Well, are you saying I’m preaching to the choir?
Apparently you know this, although much of the hype about AI is completely detached from the reality of AI.
About me, once upon a time I was a computer science major back when they were still teaching Fortran 77 and IBM 360/390 assembly language, I did well enough in classes, although due to certain adversities I failed to complete a degree. And so I have been limited to just indulging some C coding and lately some Python coding to serve my passing interests.
I have coded a NMIST classifier just for fun. That classifier with some tweaking achieved 93% accuracy with only 39 neurons. The YouTube video that motivated my interest in that effort achieved only 86% accuracy with 29 neurons.
I’ve gone on to study the general structure and training of LLMs, transformers in particular, although have yet to delve into any code with them mostly due to lack of sufficient hardware or funds for extensive cloud use.
I remember back around 2000 looking into playing with neural nets and at that time with the available hardware, a network of four neurons would take hours to train. It was like watching paint dry. So, I left all that alone until just recently.
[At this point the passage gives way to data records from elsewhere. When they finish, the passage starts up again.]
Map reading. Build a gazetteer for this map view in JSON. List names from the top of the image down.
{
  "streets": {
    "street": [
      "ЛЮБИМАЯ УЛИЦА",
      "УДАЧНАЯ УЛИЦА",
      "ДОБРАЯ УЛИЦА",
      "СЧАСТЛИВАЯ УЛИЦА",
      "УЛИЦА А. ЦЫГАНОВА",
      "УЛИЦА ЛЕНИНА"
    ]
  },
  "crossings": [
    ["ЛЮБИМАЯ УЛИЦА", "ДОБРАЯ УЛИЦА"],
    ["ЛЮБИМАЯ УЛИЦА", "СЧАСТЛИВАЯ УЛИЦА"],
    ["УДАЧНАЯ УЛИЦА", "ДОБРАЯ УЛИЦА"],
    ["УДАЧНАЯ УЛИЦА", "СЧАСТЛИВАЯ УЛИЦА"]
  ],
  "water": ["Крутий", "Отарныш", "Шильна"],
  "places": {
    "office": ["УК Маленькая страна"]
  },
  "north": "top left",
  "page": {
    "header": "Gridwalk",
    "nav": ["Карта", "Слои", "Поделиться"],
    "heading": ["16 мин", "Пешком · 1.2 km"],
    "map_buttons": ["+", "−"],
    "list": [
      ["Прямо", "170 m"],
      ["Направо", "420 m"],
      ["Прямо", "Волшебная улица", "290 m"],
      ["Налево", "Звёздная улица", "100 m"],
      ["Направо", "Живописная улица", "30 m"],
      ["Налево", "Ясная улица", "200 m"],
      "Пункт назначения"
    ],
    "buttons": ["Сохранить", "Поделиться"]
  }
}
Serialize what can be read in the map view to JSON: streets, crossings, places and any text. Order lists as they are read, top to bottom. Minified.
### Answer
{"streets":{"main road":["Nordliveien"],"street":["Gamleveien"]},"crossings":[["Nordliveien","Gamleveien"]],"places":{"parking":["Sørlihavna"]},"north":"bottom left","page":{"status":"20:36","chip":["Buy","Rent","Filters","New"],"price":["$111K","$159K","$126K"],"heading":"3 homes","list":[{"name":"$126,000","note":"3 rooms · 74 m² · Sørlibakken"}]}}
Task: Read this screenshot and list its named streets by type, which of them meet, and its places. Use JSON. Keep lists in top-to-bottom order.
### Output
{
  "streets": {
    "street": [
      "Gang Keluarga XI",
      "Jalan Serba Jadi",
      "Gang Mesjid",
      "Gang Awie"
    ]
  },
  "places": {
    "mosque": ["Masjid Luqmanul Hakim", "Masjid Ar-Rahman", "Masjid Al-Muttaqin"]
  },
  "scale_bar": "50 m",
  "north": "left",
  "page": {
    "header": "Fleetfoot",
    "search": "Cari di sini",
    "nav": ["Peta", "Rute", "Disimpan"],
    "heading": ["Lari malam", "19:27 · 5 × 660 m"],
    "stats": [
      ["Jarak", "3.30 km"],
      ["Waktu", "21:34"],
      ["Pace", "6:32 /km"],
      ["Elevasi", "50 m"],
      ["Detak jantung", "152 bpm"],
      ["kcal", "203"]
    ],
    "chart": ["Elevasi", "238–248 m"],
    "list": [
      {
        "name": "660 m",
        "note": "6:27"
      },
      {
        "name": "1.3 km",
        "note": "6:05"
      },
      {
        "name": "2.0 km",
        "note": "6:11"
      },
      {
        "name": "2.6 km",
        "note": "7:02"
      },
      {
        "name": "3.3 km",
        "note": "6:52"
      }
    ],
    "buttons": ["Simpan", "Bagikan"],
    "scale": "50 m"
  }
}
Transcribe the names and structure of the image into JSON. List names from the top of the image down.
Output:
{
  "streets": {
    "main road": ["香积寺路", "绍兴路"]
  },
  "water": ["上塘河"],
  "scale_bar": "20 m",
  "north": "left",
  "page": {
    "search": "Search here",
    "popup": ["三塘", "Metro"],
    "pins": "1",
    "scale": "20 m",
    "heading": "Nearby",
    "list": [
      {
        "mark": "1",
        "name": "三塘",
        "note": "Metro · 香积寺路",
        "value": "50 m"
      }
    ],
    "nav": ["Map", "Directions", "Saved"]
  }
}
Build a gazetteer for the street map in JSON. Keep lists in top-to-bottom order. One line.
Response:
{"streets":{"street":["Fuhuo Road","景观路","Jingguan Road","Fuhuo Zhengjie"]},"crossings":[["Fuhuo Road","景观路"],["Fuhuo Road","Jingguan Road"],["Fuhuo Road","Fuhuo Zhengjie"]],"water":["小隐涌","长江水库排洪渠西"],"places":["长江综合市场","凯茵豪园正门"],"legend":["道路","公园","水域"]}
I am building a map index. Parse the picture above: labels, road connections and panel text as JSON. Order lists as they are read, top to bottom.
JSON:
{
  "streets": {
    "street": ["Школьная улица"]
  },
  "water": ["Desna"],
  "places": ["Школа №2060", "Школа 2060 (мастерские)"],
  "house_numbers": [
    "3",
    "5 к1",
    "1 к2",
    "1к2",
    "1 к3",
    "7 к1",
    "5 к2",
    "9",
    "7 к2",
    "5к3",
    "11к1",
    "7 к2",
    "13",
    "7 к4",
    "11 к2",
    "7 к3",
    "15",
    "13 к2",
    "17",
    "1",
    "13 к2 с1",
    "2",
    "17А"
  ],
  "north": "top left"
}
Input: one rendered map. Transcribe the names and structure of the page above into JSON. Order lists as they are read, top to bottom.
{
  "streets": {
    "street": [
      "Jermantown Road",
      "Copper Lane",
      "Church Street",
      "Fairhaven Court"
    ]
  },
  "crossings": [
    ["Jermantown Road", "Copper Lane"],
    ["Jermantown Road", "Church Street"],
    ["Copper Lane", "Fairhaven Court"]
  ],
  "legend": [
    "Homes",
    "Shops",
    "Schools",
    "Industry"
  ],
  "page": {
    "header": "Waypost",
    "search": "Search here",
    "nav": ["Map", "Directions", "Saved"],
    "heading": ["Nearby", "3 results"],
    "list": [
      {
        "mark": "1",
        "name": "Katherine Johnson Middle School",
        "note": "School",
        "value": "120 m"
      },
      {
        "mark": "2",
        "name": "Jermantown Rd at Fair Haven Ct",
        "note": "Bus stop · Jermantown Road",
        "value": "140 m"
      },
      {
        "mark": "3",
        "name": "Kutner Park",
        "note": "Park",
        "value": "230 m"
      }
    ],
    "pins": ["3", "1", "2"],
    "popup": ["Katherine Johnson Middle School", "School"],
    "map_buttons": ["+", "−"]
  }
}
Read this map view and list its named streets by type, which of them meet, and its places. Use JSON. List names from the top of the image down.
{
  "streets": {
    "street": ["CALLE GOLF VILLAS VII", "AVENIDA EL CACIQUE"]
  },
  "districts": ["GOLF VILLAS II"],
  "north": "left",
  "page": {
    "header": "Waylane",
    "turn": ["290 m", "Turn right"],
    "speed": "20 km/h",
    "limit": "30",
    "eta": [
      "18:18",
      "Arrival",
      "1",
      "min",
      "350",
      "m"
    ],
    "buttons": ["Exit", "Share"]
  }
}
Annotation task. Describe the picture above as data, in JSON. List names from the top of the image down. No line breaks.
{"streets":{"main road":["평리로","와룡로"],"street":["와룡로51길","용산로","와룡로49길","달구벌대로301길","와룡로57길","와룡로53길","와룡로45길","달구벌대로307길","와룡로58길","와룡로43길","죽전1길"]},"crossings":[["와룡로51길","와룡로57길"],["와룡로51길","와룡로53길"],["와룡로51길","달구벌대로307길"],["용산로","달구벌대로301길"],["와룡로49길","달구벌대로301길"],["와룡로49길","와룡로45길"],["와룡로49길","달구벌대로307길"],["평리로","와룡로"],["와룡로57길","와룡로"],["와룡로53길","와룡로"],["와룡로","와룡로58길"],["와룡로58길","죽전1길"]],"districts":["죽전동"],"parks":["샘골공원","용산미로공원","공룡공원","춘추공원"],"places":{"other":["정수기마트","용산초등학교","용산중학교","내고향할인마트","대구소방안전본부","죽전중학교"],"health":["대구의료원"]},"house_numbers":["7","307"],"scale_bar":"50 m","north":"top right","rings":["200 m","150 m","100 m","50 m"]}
Thinking about your reply a little more, in regard to this:
“They are not creativity machines, they are statistical models based on the characteristics of some latent space which is trained on a whole load of existing data.”
They are deterministic, although it has been demonstrated, or at least claimed so, that they can apply higher level concepts to new context, and synthesize new information that is absent from their training data. I see this as just part of the pattern recognition function of a neural network. Although artificial neural networks are so much simpler than biological one, it’s amazing that they function at all.